C’est ce qui est touchant dans le roman de Gaël et qui nous remue autant en fait : ce côté d’enfance bouleversée, percutée comme ça par la réalité, mais qui garde cette magie assez conséquente. « Petit pays » c’est Bujumbura, c’est le Burundi, c’est l’enfance, mais c’est aussi ce lieu un peu particulier que les enfants se sont appropriés autour du vieux combi Volkswagen. Ce combi c’est un peu leur petit pays aussi ! Il y a l’impasse, mais il y a aussi cet endroit un peu hors du temps, hors du monde des adultes … Tout ça ce sont des endroits un peu protégés jusqu’à ce que finalement la violence finisse par y arriver… C’était important de se concentrer aussi sur cette force qu’ont les enfants de s’abstraire du monde réel. On le voit en permanence dans les reportages à la télévision : même dans les pays les plus difficiles, les plus en guerre, il y a toujours cette faculté des enfants à se créer un univers, à jouer avec trois fois rien et à essayer de profiter de la vie et d’être dans le moment présent et pas dans l’angoisse permanente.

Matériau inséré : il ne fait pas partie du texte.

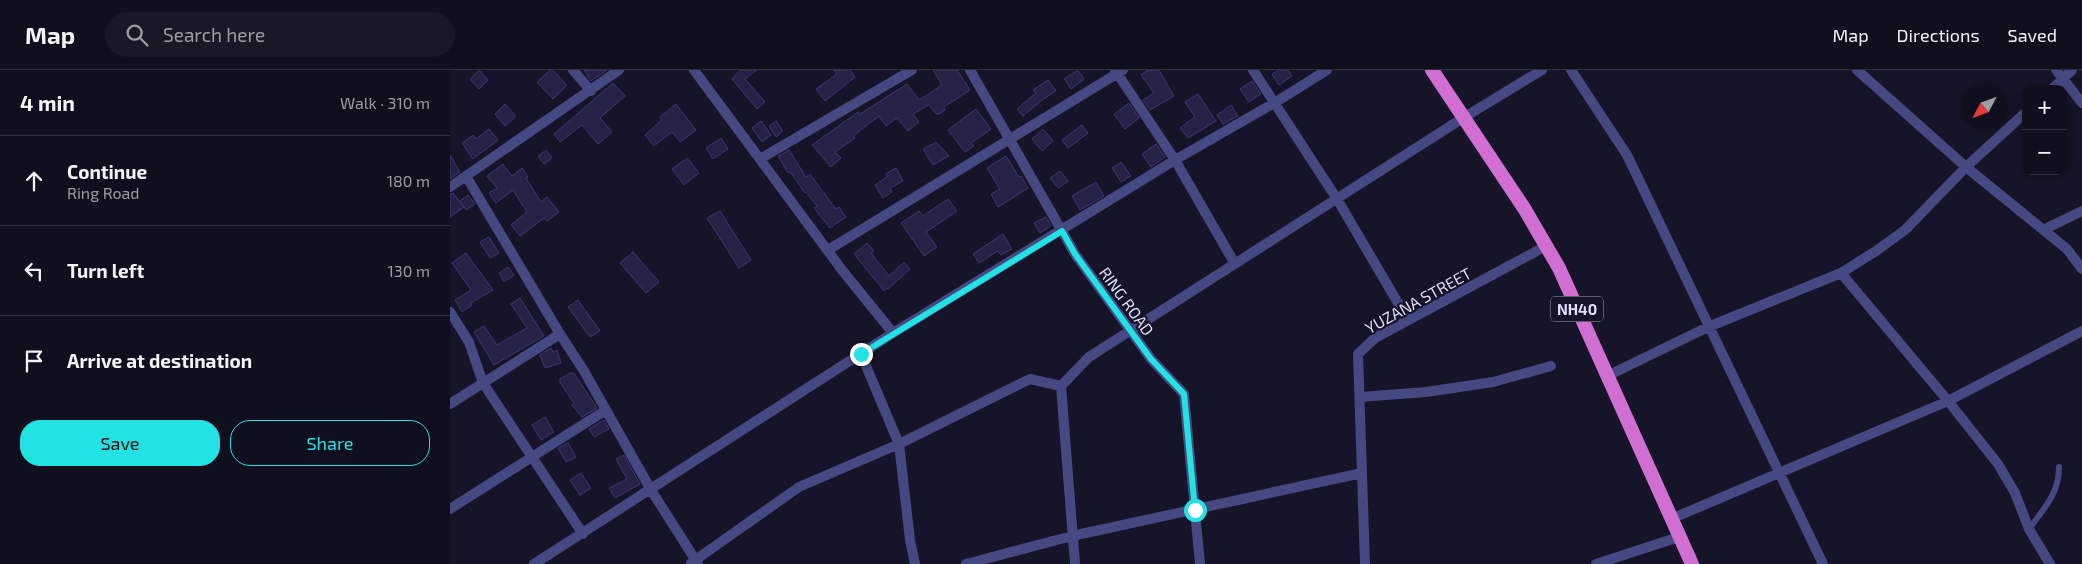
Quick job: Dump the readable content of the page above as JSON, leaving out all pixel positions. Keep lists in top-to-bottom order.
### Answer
{
  "streets": {
    "highway": ["NH40"],
    "street": ["YUZANA STREET", "RING ROAD"]
  },
  "crossings": [
    ["YUZANA STREET", "NH40"]
  ],
  "north": "bottom left",
  "page": {
    "header": "Map",
    "search": "Search here",
    "nav": ["Map", "Directions", "Saved"],
    "heading": ["4 min", "Walk · 310 m"],
    "map_buttons": ["+", "−"],
    "list": [
      ["Continue", "Ring Road", "180 m"],
      ["Turn left", "130 m"],
      "Arrive at destination"
    ],
    "buttons": ["Save", "Share"]
  }
}
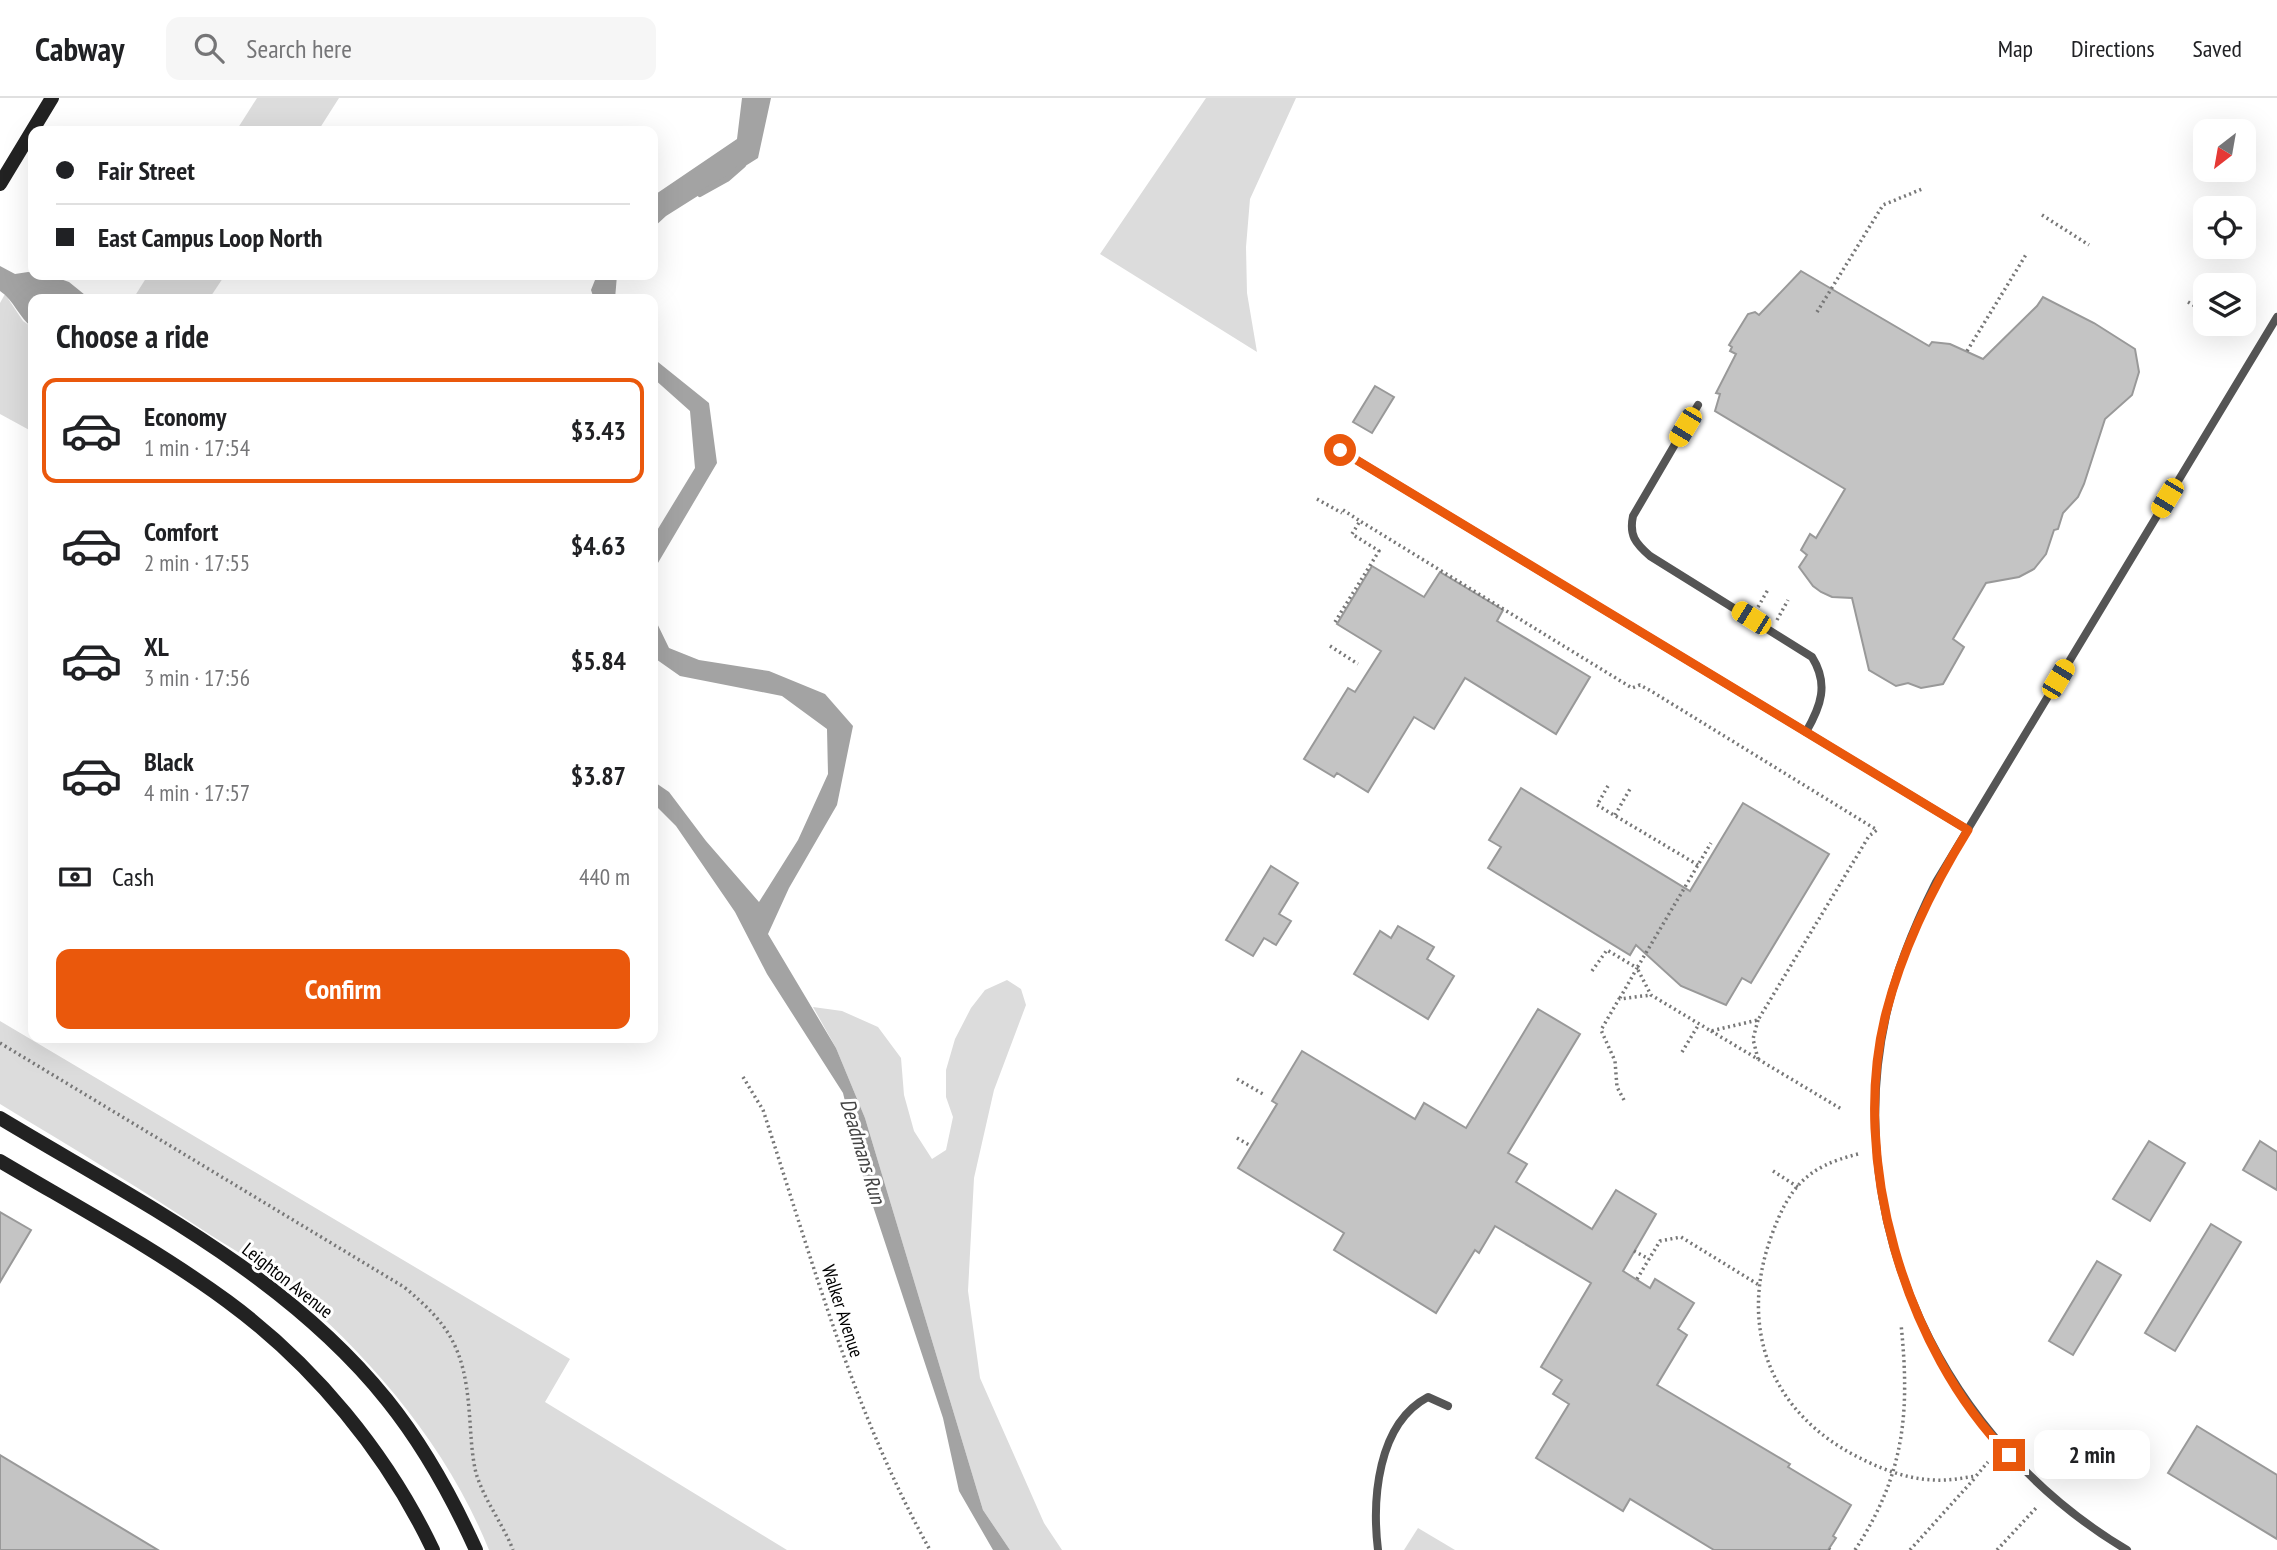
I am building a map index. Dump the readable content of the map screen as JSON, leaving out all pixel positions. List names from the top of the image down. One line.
{"streets":{"main road":["Leighton Avenue"],"path":["Walker Avenue"]},"water":["Deadmans Run"],"north":"bottom left","page":{"header":"Cabway","search":"Search here","nav":["Map","Directions","Saved"],"banner":["Fair Street","East Campus Loop North"],"heading":"Choose a ride","list":[{"name":"Economy","note":"1 min · 17:54","value":"$3.43"},{"name":"Comfort","note":"2 min · 17:55","value":"$4.63"},{"name":"XL","note":"3 min · 17:56","value":"$5.84"},{"name":"Black","note":"4 min · 17:57","value":"$3.87"}],"pay":["Cash","440 m"],"buttons":"Confirm","bubble":"2 min"}}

Justement je voulais vous parler des deux couvertures principales (parce que je crois qu’il y a aussi une édition Fnac) celles d’Aire libre … Je pense que vous venez d’expliquer ce qui a présidé à votre choix pour la version de luxe qui met en scène le combi Volkswagen, mais pourriez-vous nous parler de l’édition classique ? C’est bien votre création et non celle d’un graphiste ?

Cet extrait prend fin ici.